Truths about Exercise: Dispelling Exercise Myths and Misconceptions
At Vertex Fitness, we believe the most important part of helping people achieve results is through the education we provide and dispelling exercise myths and misconceptions.”
Dispelling exercise myths and misconceptions #1 – It takes many hours of exercise to get results.
Truth – Science shows us that as little exercise as a few minutes a week will make noticeable and positive changes in the body, if done with enough intensity. Exercise is a stimulus to the body, an overload to create change. Any overload will cause the body to change.
The Principle of Overload – The exercise science principle of overload states that a greater than normal stress or load on the body is required for training adaptation to take place. What this means is that in order to improve our fitness, strength or endurance, we need to increase the workload accordingly.
In order for a muscle (including the heart) to increase strength, it must be gradually stressed by working against a load greater than it is used to. (www.sportsmedicine.about.com)

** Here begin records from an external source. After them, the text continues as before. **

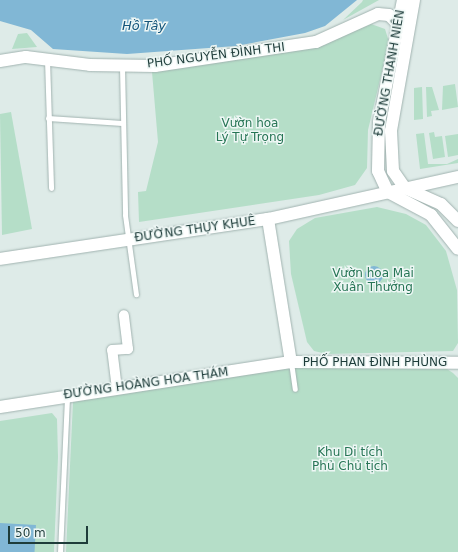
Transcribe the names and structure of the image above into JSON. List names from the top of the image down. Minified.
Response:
{"streets":{"main road":["PHỐ NGUYỄN ĐÌNH THI","ĐƯỜNG THANH NIÊN","ĐƯỜNG THỤY KHUÊ","PHỐ PHAN ĐÌNH PHÙNG","ĐƯỜNG HOÀNG HOA THÁM"]},"crossings":[["PHỐ NGUYỄN ĐÌNH THI","ĐƯỜNG THANH NIÊN"],["ĐƯỜNG THANH NIÊN","ĐƯỜNG THỤY KHUÊ"],["PHỐ PHAN ĐÌNH PHÙNG","ĐƯỜNG HOÀNG HOA THÁM"]],"water":["Hồ Tây"],"parks":["Vườn hoa Lý Tự Trọng","Vườn hoa Mai Xuân Thưởng","Khu Di tích Phủ Chủ tịch"],"scale_bar":"50 m"}
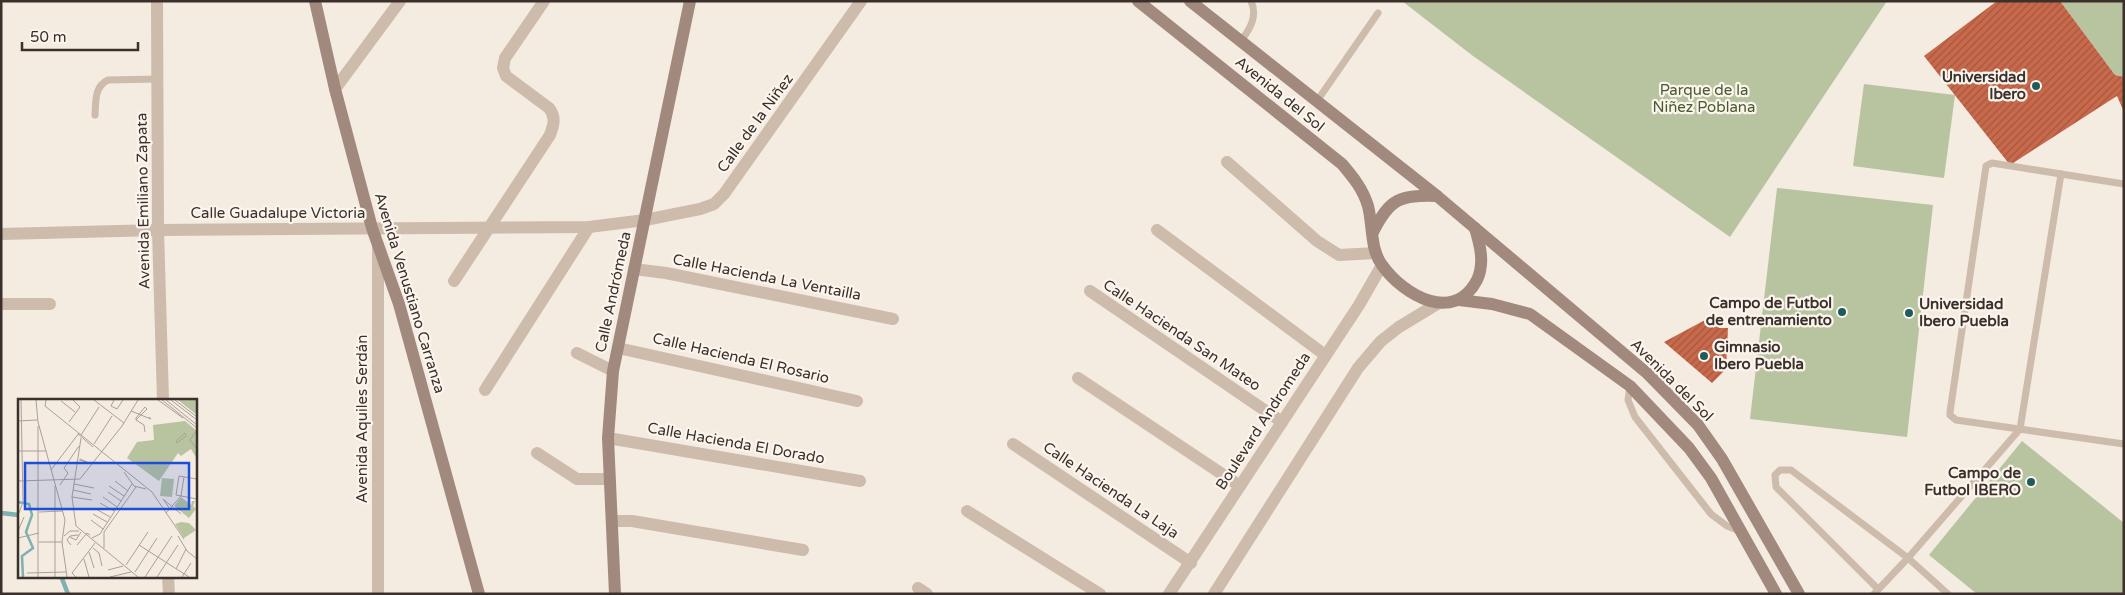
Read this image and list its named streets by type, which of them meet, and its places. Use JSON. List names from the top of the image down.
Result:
{
  "streets": {
    "main road": ["Avenida del Sol", "Calle Andrómeda", "Avenida Venustiano Carranza"],
    "street": [
      "Calle de la Niñez",
      "Avenida Emiliano Zapata",
      "Calle Guadalupe Victoria",
      "Calle Hacienda La Ventailla",
      "Calle Hacienda San Mateo",
      "Calle Hacienda El Rosario",
      "Avenida Aquiles Serdán",
      "Boulevard Andromeda",
      "Calle Hacienda El Dorado",
      "Calle Hacienda La Laja"
    ]
  },
  "crossings": [
    ["Avenida del Sol", "Boulevard Andromeda"],
    ["Calle de la Niñez", "Calle Guadalupe Victoria"],
    ["Calle de la Niñez", "Calle Andrómeda"],
    ["Avenida Emiliano Zapata", "Calle Guadalupe Victoria"],
    ["Calle Guadalupe Victoria", "Calle Andrómeda"],
    ["Calle Guadalupe Victoria", "Avenida Venustiano Carranza"],
    ["Calle Hacienda La Ventailla", "Calle Andrómeda"],
    ["Calle Andrómeda", "Calle Hacienda El Rosario"],
    ["Calle Andrómeda", "Calle Hacienda El Dorado"],
    ["Avenida Venustiano Carranza", "Avenida Aquiles Serdán"],
    ["Calle Hacienda San Mateo", "Boulevard Andromeda"],
    ["Boulevard Andromeda", "Calle Hacienda La Laja"]
  ],
  "parks": ["Parque de la Niñez Poblana"],
  "places": [
    "Universidad Ibero",
    "Campo de Futbol de entrenamiento",
    "Universidad Ibero Puebla",
    "Gimnasio Ibero Puebla",
    "Campo de Futbol IBERO"
  ],
  "scale_bar": "50 m"
}
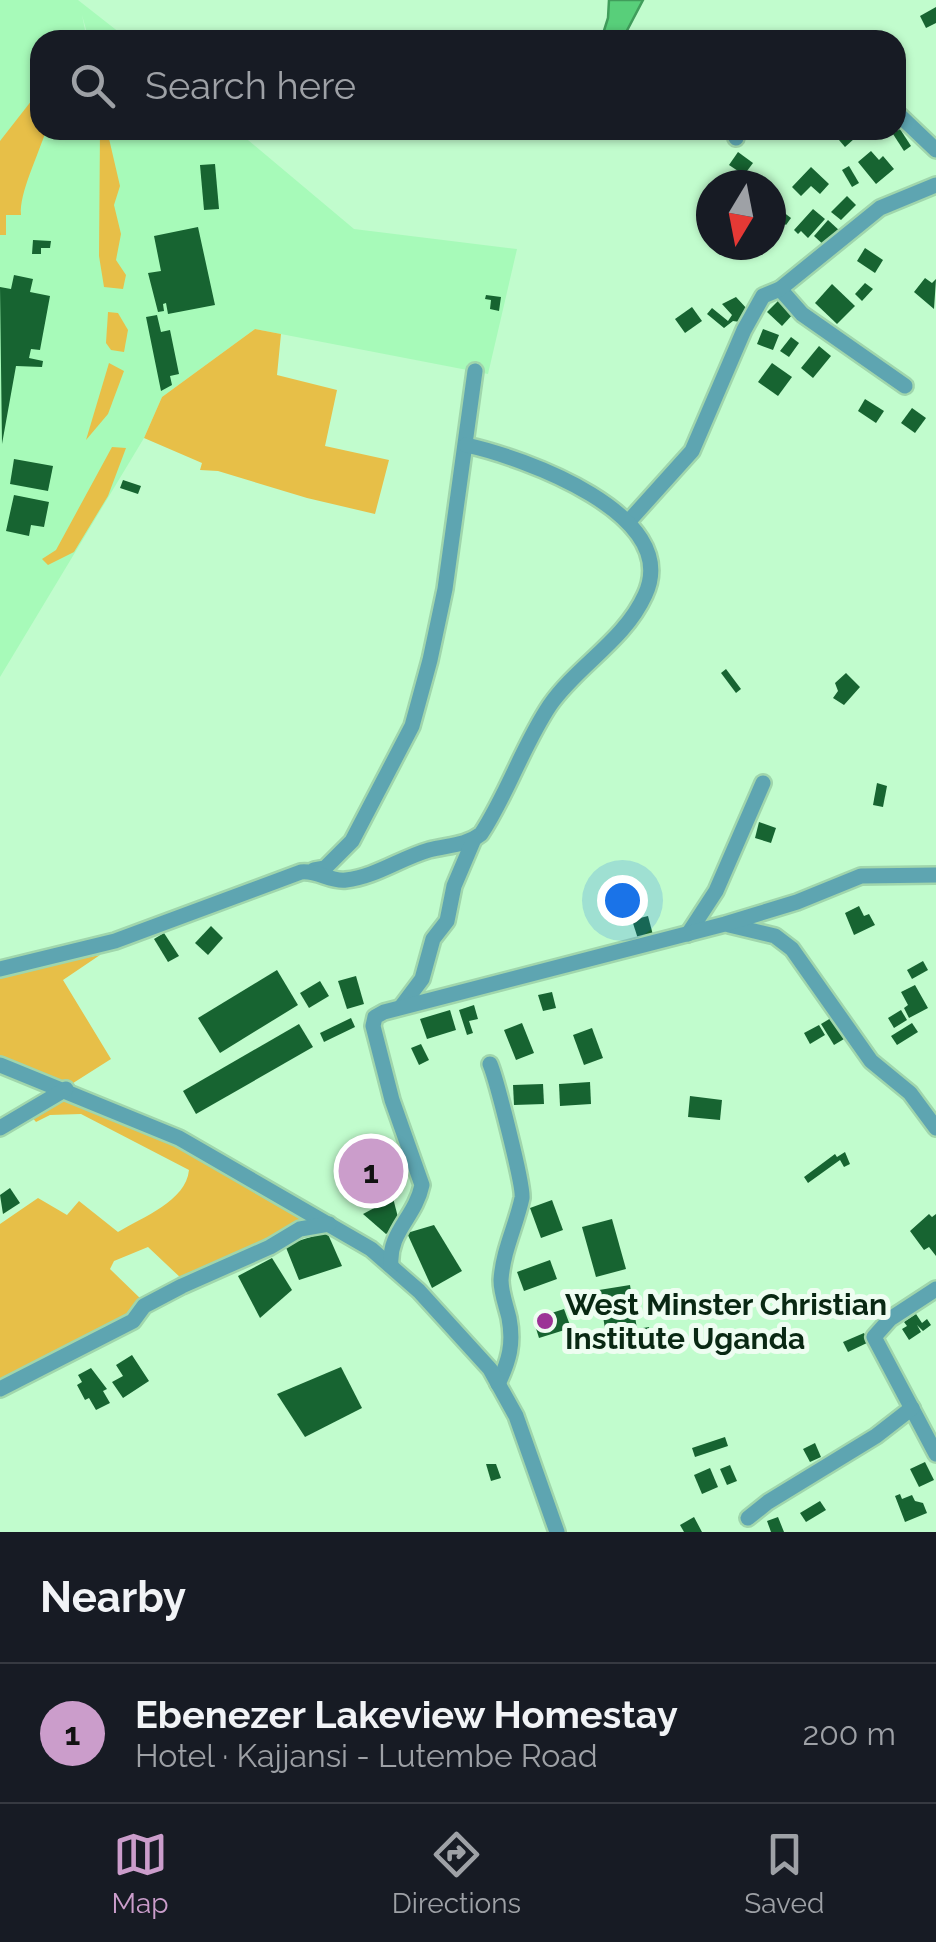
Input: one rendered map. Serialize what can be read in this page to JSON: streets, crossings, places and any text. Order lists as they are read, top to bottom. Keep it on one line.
{"places":["West Minster Christian Institute Uganda"],"north":"bottom","page":{"search":"Search here","pins":"1","heading":"Nearby","list":[{"mark":"1","name":"Ebenezer Lakeview Homestay","note":"Hotel · Kajjansi - Lutembe Road","value":"200 m"}],"nav":["Map","Directions","Saved"]}}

Based on the principal of overload, one needs to do more work, or work at a higher intensity, then one’s normal workload to see benefits from the work being done. There must be and increase in intensity, duration, frequency or volume. If one increases the intensity, the duration, frequency and volume MUST decrease.
The new minimum exercise standards put out by many different governing fitness bodies state that to get benefit from exercise one must perform minimum of 30 minutes of low to moderate level exercise 5-7 days a week to see benefits. The overload in this standard is increased duration, frequency and volume. We don’t have that much time to dedicate to our health. So, people are not exercising. If we look at exercise from the reverse point of view and overload our bodies by increasing the intensity, which demands that we lower the duration, frequency and volume, we can exercise fewer times a week and not as long and yield the similar results.
So, if you exercise (do work) even once a week for a few minutes as long as it is progressive (always increasing the intensity or work load) you would continue to see benefits from the work being performed.
Spend less time exercising by working harder and smarter, get the results you are looking for and have more time for you.
Dispelling exercise myths and misconceptions # 2 – Exercise alone will be an effective tool to lose weight!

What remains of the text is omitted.